How does this relate to me?

During my childhood, I attended a predominantly Christian infant school. I can still remember the hall filled with fresh-faced children singing “Onward Christian Soldiers, Marching as to War” — it’s depressing really. I think a lot of similar songs were banned — not before attempting to program several generations though.

It’s not just the dogma and the songs, and the parables though. It’s the idiocy of the timelines in the “Old Testament”, the books that were removed, and the behaviour of organised religion in setting out rules, threatening retribution, and praying on the most psychologically vulnerable.

Quite why so many objective, educated, rational people cannot take a step back and begin to question at least a little of the text they are encouraged to accept on faith has always been astonishing to me.

I’ve never been sure if unquestioned belief is based on apathy, laziness, or a bit of both.

To illustrate the point, within the “Christian” faith many different churches interpret different versions of the King James Bible in a variety of different ways. Is one book more correct than another? Why should any of the books differ if they tell the same stories?
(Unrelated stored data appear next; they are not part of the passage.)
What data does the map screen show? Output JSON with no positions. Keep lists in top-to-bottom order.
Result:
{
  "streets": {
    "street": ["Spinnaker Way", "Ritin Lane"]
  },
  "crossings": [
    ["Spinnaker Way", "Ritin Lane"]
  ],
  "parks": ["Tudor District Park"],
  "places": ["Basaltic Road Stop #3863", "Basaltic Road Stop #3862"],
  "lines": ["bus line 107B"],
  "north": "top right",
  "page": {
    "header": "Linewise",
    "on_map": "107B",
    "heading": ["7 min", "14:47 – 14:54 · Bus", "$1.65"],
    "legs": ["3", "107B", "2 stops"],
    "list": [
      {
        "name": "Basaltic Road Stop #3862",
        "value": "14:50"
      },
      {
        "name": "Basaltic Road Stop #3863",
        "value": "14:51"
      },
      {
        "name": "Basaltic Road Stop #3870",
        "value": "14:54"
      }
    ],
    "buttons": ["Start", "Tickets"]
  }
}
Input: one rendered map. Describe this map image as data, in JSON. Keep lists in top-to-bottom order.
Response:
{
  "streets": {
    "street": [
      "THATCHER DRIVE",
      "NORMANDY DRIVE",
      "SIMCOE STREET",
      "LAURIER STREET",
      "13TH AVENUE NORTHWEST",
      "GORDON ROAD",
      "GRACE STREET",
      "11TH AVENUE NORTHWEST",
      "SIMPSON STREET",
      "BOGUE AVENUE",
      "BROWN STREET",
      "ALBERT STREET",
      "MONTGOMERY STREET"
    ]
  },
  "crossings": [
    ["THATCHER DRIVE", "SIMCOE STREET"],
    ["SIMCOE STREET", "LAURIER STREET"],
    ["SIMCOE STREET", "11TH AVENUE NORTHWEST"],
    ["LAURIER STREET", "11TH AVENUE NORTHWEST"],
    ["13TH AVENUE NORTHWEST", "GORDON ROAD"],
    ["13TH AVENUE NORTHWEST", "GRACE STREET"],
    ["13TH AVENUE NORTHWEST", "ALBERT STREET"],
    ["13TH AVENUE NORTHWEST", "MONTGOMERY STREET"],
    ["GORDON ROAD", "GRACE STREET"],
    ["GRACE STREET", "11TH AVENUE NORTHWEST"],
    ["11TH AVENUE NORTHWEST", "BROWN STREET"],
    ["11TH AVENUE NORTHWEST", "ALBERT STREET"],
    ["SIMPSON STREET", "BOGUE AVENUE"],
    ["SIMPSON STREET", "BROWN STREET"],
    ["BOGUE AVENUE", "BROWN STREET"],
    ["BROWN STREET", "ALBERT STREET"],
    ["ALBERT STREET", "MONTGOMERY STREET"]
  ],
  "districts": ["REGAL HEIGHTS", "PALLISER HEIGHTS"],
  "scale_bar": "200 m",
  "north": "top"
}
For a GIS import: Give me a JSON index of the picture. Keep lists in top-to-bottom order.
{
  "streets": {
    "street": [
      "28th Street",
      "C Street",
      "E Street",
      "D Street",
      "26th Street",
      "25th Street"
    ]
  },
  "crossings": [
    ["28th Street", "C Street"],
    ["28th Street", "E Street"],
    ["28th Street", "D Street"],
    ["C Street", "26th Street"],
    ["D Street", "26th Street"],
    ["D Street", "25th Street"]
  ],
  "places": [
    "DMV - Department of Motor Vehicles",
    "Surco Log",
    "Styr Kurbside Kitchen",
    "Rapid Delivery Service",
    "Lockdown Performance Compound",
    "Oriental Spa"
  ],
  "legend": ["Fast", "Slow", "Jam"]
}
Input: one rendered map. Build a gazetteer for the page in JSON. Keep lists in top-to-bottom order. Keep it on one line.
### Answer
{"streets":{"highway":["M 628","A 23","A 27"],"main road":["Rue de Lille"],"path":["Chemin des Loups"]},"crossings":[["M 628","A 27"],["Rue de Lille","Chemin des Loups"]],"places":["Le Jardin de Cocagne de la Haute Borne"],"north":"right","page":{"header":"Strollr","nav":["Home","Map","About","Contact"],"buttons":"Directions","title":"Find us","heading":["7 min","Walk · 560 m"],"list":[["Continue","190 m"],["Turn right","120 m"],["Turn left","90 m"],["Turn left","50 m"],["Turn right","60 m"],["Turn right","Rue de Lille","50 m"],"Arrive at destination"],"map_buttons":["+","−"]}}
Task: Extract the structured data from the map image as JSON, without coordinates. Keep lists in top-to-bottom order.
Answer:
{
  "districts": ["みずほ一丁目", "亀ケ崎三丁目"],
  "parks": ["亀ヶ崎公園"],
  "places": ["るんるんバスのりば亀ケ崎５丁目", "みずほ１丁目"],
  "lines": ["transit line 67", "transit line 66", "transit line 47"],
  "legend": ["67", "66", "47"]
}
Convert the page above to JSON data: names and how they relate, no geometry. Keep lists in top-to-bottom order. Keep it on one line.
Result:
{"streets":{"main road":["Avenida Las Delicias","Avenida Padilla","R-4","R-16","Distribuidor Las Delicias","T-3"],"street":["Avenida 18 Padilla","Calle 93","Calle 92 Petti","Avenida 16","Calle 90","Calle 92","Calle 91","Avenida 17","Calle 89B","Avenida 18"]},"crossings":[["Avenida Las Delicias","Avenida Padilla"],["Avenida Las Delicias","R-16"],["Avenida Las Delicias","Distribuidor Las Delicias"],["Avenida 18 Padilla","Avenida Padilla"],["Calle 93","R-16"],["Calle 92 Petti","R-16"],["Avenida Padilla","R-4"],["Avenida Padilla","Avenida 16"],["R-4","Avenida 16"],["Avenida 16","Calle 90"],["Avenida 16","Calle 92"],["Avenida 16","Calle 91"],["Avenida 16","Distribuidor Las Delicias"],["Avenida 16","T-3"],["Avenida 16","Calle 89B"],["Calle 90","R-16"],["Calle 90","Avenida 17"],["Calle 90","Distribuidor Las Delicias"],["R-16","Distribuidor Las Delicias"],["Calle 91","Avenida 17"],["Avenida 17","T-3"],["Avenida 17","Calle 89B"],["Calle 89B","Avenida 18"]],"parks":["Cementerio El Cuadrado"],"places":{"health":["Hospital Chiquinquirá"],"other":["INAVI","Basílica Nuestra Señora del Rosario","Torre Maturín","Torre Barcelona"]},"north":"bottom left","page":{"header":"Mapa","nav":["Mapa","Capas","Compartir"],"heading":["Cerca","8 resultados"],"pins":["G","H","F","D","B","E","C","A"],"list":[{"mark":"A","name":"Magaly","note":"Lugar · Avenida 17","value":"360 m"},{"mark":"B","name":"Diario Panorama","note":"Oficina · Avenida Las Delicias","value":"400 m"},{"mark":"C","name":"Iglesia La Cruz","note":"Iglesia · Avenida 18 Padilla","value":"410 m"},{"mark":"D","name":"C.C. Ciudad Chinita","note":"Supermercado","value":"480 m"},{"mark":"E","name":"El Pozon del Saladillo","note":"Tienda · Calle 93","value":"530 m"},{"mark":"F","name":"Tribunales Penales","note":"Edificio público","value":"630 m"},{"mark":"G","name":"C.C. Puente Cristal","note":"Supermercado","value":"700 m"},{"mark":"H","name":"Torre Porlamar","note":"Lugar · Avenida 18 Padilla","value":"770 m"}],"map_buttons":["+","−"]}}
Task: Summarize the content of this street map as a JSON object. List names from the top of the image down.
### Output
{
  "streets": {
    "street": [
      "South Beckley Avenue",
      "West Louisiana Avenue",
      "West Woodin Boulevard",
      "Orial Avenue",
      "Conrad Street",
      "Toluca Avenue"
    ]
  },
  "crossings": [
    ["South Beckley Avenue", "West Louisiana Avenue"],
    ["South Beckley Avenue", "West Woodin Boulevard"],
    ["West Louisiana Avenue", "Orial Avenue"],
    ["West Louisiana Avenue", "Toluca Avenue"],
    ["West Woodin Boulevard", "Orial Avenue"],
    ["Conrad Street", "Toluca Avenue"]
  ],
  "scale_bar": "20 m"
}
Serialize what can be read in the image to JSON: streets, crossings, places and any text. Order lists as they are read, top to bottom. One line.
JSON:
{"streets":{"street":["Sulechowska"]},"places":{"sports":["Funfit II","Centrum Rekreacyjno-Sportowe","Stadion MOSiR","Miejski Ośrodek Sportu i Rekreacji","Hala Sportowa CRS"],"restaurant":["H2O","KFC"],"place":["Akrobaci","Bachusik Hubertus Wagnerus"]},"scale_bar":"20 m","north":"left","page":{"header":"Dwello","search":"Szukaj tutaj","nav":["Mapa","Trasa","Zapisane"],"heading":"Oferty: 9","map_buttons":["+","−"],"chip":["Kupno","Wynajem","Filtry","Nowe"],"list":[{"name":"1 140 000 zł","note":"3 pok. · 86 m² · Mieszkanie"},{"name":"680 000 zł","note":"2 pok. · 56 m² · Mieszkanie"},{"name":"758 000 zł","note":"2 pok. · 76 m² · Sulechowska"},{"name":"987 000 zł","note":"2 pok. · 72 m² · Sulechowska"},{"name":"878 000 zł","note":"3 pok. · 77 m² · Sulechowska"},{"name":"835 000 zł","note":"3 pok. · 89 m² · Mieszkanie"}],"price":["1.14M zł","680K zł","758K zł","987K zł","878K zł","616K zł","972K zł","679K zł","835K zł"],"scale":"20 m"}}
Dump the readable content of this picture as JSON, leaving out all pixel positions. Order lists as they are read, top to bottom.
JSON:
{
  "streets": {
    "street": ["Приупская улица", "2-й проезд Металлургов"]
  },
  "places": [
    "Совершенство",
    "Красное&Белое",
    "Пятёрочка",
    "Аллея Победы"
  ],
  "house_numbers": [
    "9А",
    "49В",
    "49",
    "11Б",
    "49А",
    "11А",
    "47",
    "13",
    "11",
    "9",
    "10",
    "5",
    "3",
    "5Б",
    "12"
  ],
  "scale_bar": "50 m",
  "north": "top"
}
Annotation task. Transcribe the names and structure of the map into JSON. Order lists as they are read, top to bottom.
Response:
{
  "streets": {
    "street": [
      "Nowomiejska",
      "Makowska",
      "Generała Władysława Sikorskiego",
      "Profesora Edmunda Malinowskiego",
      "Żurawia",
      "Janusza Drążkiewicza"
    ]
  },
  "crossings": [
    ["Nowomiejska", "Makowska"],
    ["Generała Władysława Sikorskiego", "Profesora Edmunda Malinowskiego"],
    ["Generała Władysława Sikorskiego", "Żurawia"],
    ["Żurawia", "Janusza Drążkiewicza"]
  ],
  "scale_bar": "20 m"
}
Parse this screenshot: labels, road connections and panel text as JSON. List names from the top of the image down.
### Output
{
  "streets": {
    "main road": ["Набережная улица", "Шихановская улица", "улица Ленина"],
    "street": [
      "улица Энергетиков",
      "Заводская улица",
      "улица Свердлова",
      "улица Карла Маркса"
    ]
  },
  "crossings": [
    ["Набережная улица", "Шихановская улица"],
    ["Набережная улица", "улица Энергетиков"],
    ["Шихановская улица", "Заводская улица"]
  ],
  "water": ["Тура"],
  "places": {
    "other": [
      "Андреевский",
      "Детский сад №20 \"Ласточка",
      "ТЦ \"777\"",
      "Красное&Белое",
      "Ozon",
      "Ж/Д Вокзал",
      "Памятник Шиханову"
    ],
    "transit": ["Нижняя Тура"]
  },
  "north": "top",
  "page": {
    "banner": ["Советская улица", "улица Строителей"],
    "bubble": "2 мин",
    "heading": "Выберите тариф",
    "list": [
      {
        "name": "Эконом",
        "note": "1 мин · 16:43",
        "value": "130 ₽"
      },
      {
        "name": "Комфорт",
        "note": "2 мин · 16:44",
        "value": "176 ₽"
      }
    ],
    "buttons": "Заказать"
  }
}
Is the Judeo Christian God a different one than the Islamic God? How about the Buddhist, Greek, or Roman Gods?

I suppose you have to give the Romans some credit — they cynically absorbed any religion they came across — subsuming foreign Gods to appease without conflict.

In modern history, it’s interesting to read about the life of Gideon Mantell.

Gideon worked in Sussex in the 1820s. His hobby was geology, and following the discoveries of Mary Anning on the south coast of England (she of “She Sells Sea Shells on the Sea Shore” fame), he is credited with identifying some of the first dinosaur fossils. Senior figures in the Anglican Church of the time worked for years to discredit him. The efforts began at the Royal Society and continued until as recently as 20 years ago when a plate bearing his name finally moved from a side gallery of the Museum of Natural History in London to the main Dinosaur exhibit. It’s also worth noting that at the same time a statue of Charles Darwin was finally moved from a dusty corner of a cafe to pride of place overlooking the main hall.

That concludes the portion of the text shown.